Collected data entries:
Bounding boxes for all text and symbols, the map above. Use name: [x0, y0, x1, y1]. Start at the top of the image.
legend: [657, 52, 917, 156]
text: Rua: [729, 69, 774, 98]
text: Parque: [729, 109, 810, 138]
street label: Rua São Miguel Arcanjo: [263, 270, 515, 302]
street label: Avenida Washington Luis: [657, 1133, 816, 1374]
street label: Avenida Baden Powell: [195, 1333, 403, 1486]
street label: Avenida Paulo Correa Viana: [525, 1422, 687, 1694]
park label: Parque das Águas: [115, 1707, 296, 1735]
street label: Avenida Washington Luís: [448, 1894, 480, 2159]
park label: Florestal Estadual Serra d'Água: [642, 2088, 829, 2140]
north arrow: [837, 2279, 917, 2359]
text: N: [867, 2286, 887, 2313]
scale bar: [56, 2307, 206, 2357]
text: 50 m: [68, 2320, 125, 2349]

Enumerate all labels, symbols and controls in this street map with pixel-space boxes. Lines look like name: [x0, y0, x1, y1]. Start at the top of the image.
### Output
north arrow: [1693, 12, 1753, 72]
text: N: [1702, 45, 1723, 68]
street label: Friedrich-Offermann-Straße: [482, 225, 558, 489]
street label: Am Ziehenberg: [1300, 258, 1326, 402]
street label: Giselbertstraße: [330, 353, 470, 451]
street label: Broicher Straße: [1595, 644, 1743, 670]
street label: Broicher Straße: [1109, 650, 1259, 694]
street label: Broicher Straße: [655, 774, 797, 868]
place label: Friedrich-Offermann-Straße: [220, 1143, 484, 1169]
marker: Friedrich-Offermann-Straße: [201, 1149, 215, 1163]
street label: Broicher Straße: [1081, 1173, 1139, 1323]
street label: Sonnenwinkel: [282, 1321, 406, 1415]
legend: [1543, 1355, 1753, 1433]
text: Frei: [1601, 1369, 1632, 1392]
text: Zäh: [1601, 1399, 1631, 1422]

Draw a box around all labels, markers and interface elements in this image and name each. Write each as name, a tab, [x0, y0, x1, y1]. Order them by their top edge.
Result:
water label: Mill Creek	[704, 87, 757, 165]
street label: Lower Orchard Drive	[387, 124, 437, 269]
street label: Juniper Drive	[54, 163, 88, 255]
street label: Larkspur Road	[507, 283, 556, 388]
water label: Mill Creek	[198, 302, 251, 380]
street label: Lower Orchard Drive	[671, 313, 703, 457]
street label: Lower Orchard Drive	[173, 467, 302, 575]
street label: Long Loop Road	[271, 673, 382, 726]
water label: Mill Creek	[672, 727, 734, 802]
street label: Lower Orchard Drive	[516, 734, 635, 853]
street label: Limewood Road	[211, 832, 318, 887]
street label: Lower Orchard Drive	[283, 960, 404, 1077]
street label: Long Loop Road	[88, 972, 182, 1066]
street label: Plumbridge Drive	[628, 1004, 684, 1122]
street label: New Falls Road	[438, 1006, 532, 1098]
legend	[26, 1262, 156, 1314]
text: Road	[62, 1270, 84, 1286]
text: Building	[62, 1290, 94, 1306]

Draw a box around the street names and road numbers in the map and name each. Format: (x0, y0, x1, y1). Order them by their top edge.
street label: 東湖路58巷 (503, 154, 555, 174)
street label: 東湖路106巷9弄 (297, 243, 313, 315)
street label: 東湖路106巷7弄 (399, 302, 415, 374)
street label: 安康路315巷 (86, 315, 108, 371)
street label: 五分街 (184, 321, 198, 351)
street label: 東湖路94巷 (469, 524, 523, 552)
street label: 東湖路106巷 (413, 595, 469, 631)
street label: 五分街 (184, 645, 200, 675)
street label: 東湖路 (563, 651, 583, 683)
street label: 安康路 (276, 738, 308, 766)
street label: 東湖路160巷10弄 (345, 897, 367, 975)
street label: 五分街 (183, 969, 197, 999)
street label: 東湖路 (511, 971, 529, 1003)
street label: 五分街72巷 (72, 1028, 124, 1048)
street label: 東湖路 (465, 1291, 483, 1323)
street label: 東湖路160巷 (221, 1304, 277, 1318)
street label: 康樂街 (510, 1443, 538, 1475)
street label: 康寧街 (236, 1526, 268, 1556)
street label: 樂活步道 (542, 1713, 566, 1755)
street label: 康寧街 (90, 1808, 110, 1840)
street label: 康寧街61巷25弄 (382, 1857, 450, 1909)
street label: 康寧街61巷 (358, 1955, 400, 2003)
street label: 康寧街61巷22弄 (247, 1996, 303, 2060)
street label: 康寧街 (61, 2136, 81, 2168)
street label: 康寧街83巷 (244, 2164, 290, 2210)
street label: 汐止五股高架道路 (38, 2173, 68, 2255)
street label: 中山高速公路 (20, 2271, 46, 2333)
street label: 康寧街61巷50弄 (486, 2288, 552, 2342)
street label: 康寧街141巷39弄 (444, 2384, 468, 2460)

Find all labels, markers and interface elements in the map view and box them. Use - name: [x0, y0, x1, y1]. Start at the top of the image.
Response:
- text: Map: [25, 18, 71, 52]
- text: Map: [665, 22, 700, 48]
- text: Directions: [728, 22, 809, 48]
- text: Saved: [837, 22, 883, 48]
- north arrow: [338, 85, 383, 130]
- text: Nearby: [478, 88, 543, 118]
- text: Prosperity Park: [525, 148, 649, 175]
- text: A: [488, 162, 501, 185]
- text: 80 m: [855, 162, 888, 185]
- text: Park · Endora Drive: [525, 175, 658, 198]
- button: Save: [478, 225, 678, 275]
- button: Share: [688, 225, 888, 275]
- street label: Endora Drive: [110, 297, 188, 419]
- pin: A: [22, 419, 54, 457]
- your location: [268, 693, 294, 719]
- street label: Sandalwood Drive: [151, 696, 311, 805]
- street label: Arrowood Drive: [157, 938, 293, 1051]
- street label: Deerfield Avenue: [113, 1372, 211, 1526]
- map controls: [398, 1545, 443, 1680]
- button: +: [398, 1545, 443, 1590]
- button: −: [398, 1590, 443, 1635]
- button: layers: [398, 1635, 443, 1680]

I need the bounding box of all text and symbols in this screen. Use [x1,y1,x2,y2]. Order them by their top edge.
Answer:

*TO DO:*
Using the data above, repeat exactly the lines that begin at the line with "Enumerate all labels, symbols" and end at the line with "Draw a box around all", both ends included.

*COMPLETED TASK:*
Enumerate all labels, symbols and controls in this street map with pixel-space boxes. Lines look like name: [x0, y0, x1, y1]. Start at the top of the image.
### Output
north arrow: [1693, 12, 1753, 72]
text: N: [1702, 45, 1723, 68]
street label: Friedrich-Offermann-Straße: [482, 225, 558, 489]
street label: Am Ziehenberg: [1300, 258, 1326, 402]
street label: Giselbertstraße: [330, 353, 470, 451]
street label: Broicher Straße: [1595, 644, 1743, 670]
street label: Broicher Straße: [1109, 650, 1259, 694]
street label: Broicher Straße: [655, 774, 797, 868]
place label: Friedrich-Offermann-Straße: [220, 1143, 484, 1169]
marker: Friedrich-Offermann-Straße: [201, 1149, 215, 1163]
street label: Broicher Straße: [1081, 1173, 1139, 1323]
street label: Sonnenwinkel: [282, 1321, 406, 1415]
legend: [1543, 1355, 1753, 1433]
text: Frei: [1601, 1369, 1632, 1392]
text: Zäh: [1601, 1399, 1631, 1422]

Draw a box around all labels, markers and interface elements in this image and name each. Write each as name, a tab, [x0, y0, x1, y1]. Order them by their top edge.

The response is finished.